#### Problem description:
Return only the count of lines in the listing below where the word "bottom" appears.

#### Supplied data:
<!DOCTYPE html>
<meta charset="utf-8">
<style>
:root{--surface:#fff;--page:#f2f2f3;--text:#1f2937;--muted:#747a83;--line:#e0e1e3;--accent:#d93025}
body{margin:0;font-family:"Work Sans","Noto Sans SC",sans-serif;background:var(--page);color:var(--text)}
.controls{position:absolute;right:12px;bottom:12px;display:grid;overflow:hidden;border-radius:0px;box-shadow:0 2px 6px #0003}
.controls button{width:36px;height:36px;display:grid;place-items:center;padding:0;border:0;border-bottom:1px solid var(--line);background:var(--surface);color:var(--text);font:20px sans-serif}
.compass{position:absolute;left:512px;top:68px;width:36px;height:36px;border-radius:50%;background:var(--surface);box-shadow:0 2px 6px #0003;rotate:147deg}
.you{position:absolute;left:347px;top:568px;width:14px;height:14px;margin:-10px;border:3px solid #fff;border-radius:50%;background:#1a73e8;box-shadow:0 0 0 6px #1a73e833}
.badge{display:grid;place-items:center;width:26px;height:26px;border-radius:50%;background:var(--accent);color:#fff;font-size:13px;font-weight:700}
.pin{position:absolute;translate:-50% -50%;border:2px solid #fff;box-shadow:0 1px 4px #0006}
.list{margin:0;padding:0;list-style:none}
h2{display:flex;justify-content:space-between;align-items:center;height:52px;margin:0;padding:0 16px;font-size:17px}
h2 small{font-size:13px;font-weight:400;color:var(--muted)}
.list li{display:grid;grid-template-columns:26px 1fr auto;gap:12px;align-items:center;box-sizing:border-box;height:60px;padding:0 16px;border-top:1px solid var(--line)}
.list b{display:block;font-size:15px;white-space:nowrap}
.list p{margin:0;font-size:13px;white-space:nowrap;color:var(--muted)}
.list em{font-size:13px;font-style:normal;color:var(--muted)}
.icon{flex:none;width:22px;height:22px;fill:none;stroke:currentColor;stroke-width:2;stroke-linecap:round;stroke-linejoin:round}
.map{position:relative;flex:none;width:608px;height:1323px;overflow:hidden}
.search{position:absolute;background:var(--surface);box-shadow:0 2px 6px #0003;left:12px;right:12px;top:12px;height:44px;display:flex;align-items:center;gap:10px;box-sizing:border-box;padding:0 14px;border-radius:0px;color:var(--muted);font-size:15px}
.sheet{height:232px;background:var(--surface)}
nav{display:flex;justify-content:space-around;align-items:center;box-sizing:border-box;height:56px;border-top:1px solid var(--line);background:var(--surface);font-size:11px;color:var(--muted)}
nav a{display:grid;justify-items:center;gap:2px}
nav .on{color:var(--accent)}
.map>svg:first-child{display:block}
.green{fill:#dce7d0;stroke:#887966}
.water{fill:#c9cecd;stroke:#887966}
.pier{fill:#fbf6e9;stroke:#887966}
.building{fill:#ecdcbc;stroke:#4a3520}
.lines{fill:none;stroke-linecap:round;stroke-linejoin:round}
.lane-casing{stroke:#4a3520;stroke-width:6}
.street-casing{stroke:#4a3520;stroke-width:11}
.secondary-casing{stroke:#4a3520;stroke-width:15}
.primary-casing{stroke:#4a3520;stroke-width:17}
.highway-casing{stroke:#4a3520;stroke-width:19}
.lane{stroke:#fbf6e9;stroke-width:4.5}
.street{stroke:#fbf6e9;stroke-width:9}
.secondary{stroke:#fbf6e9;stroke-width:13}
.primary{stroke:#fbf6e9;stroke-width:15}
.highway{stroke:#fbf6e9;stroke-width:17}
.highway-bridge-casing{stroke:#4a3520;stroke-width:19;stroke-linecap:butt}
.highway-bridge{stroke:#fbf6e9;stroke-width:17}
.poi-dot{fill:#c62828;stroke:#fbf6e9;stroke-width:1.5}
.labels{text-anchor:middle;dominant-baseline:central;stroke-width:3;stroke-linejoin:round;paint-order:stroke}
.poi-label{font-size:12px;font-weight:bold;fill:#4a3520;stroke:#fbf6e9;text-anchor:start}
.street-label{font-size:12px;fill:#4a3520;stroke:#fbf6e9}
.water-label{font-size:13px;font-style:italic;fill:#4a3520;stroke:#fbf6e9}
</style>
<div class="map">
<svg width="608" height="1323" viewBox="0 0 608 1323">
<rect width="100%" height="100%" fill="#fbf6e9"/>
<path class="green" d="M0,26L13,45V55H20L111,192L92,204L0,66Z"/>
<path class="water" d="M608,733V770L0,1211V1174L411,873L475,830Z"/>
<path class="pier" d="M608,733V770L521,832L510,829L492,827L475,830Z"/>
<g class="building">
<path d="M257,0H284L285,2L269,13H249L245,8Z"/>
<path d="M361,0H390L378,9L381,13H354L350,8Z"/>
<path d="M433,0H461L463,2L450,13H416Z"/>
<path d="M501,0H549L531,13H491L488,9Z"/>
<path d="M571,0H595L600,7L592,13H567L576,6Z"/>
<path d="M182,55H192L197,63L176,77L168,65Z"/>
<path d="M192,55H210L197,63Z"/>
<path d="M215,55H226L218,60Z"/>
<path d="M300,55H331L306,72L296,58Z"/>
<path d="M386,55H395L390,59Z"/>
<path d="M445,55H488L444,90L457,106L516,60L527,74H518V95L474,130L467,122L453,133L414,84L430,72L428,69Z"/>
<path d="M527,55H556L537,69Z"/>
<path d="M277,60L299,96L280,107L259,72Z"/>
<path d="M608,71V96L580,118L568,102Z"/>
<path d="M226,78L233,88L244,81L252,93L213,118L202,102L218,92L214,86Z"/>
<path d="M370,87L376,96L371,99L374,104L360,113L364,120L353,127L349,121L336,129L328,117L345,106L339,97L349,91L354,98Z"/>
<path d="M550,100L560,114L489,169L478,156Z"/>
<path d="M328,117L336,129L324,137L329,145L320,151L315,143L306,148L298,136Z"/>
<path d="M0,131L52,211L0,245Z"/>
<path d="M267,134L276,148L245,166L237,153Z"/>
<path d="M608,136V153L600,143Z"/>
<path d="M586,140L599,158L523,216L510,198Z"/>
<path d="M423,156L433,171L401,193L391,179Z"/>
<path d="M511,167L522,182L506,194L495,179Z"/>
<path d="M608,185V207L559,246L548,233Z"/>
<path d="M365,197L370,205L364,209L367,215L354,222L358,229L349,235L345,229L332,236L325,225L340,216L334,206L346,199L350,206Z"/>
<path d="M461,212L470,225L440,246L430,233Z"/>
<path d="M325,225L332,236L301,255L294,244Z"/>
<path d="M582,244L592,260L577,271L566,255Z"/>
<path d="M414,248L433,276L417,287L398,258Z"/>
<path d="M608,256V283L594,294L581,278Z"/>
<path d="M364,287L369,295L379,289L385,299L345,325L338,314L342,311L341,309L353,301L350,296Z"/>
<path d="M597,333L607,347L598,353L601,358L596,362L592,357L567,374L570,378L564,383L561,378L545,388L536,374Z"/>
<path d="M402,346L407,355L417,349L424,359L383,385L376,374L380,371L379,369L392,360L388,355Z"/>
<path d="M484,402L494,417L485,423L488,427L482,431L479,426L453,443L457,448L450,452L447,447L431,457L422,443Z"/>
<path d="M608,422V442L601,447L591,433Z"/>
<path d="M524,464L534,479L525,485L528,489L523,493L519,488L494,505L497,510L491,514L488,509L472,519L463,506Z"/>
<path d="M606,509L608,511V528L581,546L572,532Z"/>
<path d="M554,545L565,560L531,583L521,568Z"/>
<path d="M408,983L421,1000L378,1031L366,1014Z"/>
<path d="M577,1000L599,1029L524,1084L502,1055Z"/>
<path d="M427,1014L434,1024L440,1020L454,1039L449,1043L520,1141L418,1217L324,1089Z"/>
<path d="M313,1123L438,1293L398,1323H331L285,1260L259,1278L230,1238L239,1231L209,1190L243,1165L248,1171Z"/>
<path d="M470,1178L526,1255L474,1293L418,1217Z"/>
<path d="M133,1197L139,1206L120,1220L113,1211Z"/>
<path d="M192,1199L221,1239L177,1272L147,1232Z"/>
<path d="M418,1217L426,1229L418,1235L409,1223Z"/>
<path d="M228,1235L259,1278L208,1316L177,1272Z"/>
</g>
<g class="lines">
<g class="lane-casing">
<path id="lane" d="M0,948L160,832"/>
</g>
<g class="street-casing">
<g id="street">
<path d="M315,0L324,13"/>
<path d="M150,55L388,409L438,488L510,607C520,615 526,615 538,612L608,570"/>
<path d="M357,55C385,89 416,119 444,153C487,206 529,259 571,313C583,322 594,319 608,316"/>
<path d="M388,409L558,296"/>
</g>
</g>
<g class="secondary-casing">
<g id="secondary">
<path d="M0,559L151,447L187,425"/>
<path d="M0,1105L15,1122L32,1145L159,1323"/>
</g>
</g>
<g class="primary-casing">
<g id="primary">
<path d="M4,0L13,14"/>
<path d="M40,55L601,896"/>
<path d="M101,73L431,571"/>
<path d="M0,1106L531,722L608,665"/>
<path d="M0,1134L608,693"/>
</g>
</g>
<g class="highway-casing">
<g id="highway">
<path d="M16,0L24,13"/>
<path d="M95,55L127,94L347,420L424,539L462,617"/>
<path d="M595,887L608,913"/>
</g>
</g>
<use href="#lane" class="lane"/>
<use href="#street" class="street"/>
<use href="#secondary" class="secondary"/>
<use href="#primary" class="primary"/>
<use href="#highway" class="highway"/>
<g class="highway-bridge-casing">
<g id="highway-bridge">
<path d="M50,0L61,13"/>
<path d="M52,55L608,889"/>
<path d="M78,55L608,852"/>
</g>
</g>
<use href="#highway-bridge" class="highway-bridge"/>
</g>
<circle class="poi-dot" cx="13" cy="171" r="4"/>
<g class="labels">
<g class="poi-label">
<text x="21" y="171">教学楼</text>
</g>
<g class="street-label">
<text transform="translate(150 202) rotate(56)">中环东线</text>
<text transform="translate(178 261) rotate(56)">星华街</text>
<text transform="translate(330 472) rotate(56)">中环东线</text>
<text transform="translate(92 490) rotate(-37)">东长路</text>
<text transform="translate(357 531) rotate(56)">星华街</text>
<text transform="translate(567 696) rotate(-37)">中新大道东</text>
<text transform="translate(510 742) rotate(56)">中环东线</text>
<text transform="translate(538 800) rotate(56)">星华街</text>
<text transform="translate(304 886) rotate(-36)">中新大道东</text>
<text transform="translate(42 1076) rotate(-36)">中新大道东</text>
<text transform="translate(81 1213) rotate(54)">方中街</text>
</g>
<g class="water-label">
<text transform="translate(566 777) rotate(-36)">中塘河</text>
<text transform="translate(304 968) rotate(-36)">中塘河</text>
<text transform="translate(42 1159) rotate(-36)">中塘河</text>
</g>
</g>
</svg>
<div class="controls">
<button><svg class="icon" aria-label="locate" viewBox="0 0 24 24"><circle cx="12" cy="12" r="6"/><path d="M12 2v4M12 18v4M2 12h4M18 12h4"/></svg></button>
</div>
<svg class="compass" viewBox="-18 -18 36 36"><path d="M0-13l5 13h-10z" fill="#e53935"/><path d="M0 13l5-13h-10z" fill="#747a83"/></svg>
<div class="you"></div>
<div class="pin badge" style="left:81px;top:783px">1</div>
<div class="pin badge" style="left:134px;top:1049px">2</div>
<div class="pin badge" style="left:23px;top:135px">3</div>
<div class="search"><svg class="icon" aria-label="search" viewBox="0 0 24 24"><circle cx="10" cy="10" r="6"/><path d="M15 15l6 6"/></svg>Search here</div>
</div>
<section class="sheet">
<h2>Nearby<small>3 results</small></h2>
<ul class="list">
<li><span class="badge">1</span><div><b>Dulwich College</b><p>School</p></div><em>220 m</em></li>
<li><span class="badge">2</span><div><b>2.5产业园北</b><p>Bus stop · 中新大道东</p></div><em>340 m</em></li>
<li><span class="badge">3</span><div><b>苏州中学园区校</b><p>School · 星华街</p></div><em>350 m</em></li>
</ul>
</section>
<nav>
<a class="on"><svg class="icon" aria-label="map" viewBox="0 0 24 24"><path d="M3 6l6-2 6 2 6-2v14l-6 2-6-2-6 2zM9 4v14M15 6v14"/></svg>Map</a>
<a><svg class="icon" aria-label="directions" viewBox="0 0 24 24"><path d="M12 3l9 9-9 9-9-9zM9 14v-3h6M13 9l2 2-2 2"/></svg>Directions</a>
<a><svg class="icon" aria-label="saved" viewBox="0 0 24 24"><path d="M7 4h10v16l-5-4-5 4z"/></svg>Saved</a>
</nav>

#### Answer section:
2